Anja Status Report 3
What did you personally accomplish this week on the project? Give files or photos that demonstrate your progress. Prove to the reader that you put sufficient effort into the project over the course of the week (12+ hours).
I finished the finalized our design concepts, created the design slides and have been working on the design review. I had to review presenting and practice the slides. I was also in communication with Professor Dannenberg and have settled we cannot contact the team members of Theme Extractor but will be in contact with his grad students to borrow melody extraction from MIDI files. We also finalized a division of labor, so next week I can start on the input discretization and type warping algorithm.
- Is your progress on schedule or behind?
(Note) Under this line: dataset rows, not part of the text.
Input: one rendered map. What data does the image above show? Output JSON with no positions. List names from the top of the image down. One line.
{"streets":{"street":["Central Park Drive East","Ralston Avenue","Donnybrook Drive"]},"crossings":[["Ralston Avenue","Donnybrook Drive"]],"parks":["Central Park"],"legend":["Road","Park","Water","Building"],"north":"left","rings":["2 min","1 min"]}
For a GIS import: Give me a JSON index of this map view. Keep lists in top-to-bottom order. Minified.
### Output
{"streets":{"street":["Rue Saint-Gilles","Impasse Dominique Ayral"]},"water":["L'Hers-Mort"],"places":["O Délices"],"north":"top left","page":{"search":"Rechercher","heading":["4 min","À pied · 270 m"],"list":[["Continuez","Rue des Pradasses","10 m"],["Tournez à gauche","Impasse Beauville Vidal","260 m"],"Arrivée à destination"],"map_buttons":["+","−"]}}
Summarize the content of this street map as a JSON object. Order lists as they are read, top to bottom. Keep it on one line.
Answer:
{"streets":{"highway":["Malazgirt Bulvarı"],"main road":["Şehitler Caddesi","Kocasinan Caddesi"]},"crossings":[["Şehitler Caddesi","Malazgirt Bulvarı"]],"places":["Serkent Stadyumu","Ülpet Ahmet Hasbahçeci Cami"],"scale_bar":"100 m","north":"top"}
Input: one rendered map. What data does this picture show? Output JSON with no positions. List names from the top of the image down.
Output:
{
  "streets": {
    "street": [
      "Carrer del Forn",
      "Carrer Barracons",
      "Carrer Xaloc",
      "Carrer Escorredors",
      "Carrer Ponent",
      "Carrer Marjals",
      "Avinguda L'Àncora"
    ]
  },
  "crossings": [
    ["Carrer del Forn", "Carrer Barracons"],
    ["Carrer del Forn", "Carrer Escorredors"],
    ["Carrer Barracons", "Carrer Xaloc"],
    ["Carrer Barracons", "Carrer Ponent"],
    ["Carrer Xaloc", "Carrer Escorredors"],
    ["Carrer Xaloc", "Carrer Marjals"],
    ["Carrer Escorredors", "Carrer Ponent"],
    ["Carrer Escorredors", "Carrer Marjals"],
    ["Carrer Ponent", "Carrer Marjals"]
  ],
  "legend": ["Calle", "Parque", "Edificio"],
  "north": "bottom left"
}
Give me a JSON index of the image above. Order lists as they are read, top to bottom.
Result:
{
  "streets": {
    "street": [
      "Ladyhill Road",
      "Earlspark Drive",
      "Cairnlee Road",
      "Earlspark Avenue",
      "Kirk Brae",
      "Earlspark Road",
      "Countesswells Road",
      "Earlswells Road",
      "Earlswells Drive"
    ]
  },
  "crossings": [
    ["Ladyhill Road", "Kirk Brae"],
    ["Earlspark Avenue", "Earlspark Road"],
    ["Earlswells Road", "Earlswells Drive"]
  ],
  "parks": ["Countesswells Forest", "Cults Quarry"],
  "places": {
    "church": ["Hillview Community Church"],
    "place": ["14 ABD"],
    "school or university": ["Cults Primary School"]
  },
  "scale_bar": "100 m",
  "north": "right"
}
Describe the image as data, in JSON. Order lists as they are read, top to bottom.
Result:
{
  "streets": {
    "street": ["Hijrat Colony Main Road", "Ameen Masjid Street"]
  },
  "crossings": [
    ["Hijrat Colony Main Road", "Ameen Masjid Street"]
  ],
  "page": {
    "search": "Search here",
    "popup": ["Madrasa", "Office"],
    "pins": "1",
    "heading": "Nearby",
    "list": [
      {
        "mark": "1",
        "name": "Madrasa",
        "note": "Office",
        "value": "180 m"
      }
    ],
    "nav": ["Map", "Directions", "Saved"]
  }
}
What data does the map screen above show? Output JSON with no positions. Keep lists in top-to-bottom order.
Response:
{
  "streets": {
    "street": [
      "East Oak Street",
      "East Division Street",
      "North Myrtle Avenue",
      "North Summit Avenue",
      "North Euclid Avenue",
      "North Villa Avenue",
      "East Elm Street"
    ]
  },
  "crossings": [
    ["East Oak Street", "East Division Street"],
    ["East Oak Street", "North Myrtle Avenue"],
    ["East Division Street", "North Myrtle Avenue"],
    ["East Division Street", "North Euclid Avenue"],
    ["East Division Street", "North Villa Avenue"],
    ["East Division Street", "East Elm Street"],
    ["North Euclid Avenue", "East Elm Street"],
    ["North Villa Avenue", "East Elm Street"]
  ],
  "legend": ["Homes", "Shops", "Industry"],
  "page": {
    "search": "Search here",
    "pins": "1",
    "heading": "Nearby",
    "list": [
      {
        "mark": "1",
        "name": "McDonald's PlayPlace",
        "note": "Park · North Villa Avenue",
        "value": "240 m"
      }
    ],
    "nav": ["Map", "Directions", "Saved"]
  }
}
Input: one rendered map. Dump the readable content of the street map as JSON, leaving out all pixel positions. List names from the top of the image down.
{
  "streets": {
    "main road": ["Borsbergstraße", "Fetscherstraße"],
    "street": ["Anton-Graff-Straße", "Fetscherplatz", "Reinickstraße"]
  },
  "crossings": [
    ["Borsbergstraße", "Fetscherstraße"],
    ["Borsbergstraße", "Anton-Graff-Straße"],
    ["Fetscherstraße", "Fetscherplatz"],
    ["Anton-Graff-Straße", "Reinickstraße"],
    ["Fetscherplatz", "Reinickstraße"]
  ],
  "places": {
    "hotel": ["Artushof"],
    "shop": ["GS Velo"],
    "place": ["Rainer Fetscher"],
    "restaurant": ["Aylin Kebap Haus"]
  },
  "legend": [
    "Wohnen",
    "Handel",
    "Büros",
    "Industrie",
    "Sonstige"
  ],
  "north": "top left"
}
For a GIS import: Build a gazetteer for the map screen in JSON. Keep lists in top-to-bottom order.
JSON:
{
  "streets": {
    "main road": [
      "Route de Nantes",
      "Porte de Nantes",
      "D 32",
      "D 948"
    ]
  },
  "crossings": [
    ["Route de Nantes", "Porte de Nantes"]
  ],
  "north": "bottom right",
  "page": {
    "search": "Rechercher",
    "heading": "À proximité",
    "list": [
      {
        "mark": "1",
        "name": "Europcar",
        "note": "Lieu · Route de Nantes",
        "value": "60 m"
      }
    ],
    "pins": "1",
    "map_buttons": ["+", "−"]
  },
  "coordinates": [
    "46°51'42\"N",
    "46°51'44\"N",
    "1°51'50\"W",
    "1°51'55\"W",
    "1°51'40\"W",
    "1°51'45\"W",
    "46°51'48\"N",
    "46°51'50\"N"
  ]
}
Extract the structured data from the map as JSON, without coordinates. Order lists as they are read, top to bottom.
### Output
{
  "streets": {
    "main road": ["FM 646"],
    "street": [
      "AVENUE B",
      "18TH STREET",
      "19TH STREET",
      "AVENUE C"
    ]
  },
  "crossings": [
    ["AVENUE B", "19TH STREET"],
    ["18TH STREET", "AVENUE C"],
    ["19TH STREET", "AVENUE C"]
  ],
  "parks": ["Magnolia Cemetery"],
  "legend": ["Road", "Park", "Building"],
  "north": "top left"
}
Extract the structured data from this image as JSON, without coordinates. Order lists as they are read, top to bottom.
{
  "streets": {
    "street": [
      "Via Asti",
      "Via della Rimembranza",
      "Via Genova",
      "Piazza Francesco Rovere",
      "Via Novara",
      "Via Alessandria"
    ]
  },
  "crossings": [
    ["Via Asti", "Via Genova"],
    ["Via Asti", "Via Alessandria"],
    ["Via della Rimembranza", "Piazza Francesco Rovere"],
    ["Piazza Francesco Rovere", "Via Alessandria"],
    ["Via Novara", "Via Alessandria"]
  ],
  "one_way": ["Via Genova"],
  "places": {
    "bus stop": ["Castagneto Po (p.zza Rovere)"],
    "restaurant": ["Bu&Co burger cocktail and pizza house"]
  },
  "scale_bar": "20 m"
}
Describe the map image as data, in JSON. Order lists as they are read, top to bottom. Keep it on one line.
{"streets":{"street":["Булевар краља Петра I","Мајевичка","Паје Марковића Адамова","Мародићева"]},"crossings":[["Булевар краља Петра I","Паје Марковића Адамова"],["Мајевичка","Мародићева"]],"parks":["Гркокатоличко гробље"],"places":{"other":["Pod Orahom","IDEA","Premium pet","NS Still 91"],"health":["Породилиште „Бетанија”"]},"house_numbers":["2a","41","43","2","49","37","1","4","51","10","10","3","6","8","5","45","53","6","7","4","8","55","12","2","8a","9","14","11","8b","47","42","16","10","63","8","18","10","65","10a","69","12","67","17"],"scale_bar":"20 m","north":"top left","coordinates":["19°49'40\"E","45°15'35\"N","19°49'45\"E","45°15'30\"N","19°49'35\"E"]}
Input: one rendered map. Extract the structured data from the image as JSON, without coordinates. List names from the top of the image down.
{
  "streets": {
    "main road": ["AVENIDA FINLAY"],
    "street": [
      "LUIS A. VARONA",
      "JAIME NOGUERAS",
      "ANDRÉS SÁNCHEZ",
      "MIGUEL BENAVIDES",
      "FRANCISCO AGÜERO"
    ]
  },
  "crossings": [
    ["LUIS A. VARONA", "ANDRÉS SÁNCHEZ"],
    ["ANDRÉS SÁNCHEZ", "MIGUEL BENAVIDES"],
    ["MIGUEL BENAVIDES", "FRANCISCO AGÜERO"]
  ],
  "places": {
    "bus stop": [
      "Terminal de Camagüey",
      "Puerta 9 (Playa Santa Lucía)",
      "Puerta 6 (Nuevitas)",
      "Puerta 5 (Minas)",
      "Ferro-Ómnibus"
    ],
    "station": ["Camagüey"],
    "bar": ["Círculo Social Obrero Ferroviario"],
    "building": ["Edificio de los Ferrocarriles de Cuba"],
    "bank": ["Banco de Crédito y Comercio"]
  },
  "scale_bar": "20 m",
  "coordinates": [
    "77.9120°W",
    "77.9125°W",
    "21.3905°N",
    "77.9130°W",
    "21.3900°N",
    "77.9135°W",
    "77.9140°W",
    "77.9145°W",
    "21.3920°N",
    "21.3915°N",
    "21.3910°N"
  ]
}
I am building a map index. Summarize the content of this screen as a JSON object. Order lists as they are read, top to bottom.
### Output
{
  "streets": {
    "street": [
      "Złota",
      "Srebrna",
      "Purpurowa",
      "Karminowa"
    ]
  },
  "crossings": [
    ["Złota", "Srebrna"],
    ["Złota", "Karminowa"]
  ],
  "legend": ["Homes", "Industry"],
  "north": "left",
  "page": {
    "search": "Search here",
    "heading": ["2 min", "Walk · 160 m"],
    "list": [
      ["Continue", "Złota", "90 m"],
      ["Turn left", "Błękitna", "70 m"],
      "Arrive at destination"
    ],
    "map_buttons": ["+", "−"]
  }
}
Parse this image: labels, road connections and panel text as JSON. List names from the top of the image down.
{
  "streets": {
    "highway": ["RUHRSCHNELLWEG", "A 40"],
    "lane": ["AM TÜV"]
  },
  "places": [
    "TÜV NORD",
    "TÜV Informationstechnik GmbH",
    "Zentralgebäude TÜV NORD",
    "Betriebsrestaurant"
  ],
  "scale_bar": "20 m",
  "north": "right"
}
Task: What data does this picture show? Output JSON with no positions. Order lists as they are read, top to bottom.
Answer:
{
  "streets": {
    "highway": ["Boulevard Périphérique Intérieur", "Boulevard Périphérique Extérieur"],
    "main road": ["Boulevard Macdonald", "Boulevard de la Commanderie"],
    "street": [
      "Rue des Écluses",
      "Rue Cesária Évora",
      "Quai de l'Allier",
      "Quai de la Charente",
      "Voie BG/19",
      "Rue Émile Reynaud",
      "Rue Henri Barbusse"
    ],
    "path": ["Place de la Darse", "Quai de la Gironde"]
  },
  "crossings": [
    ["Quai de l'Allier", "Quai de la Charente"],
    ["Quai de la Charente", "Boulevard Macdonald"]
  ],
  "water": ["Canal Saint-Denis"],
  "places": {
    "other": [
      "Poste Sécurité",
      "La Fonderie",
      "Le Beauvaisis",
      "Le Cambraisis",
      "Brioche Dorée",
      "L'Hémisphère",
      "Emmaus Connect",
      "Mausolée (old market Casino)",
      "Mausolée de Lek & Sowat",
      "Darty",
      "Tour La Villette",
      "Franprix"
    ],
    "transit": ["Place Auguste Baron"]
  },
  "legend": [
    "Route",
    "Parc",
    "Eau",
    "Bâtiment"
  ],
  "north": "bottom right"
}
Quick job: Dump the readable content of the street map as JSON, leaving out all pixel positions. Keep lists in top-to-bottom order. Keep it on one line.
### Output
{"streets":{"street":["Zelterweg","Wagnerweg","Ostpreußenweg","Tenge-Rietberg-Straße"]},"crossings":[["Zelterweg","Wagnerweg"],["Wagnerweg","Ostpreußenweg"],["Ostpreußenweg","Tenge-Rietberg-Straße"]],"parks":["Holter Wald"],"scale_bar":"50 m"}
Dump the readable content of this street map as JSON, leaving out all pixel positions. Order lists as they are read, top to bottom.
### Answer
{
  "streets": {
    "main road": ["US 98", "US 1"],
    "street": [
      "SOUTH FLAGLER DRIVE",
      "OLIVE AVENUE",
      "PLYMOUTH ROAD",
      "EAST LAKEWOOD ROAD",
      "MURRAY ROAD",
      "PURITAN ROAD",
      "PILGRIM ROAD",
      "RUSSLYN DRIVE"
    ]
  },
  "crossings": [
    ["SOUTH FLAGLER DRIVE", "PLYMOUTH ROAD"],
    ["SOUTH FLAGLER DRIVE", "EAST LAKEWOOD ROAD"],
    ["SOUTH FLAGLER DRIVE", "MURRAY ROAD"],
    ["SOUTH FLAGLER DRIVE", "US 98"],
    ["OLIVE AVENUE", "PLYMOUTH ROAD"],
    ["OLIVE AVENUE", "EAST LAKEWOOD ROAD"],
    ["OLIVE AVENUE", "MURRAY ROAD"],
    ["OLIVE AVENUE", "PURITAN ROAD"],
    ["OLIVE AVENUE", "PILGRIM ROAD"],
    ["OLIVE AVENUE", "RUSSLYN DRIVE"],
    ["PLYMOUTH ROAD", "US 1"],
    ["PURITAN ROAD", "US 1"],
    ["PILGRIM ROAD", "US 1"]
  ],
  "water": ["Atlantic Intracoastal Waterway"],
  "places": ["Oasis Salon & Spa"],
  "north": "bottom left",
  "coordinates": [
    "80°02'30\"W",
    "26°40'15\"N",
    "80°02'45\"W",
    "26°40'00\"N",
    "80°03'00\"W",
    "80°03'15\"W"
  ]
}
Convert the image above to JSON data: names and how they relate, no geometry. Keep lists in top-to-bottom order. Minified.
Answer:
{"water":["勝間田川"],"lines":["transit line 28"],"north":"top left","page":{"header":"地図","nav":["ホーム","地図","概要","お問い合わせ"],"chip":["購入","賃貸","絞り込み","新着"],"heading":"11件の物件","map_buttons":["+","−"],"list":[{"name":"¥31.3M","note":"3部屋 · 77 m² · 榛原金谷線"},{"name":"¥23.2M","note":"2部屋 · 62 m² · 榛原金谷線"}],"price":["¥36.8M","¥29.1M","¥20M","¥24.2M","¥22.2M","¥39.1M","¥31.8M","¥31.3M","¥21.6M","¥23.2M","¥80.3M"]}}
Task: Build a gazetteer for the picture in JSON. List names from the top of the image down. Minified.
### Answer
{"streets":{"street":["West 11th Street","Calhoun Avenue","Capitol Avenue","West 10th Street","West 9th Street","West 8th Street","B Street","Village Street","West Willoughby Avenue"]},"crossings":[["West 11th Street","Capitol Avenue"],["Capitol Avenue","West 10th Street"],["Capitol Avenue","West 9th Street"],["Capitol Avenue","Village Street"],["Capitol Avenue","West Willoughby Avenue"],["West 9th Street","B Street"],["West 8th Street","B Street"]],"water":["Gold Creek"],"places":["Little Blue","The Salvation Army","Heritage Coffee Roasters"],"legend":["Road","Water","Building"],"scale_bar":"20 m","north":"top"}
If you are behind, what actions will be taken to catch up to the project schedule?
Definitely on schedule as long as implementation starts next week!
- What deliverables do you hope to complete in the next week?
A database of theme extracted songs, probably about 3 songs to start. Some humming samples from all 3 team members. The ability to discretize vocal input. A sketch in C for how to begin the time warping algorithm on the data.
Nolan: Status Report 3
This week I began working on my arm of the project, the chroma feature similarity matrix analysis. Since the first step is building chroma features (also known as chromagrams), I’ve started looking into available toolboxes/code for creating these. Most of the existing work seems to be in MATLAB, so if I want to use an existing chromogram library I’ll have to decide between working in matlab and compiling to c++ or simply drawing inspiration from the libraries and building my own implementation. Even within chroma feature extraction, there are lots of design parameters to consider. There will be a choice between how the chroma vector is constructed (a series of filters with different cutoffs, or fourier analysis and binning are both viable options). On top of this, Pre and post-processing can dramatically alter the features of a chroma vector. The feature rate is also a relevant consideration: how many times per second do we want to record a chromagram?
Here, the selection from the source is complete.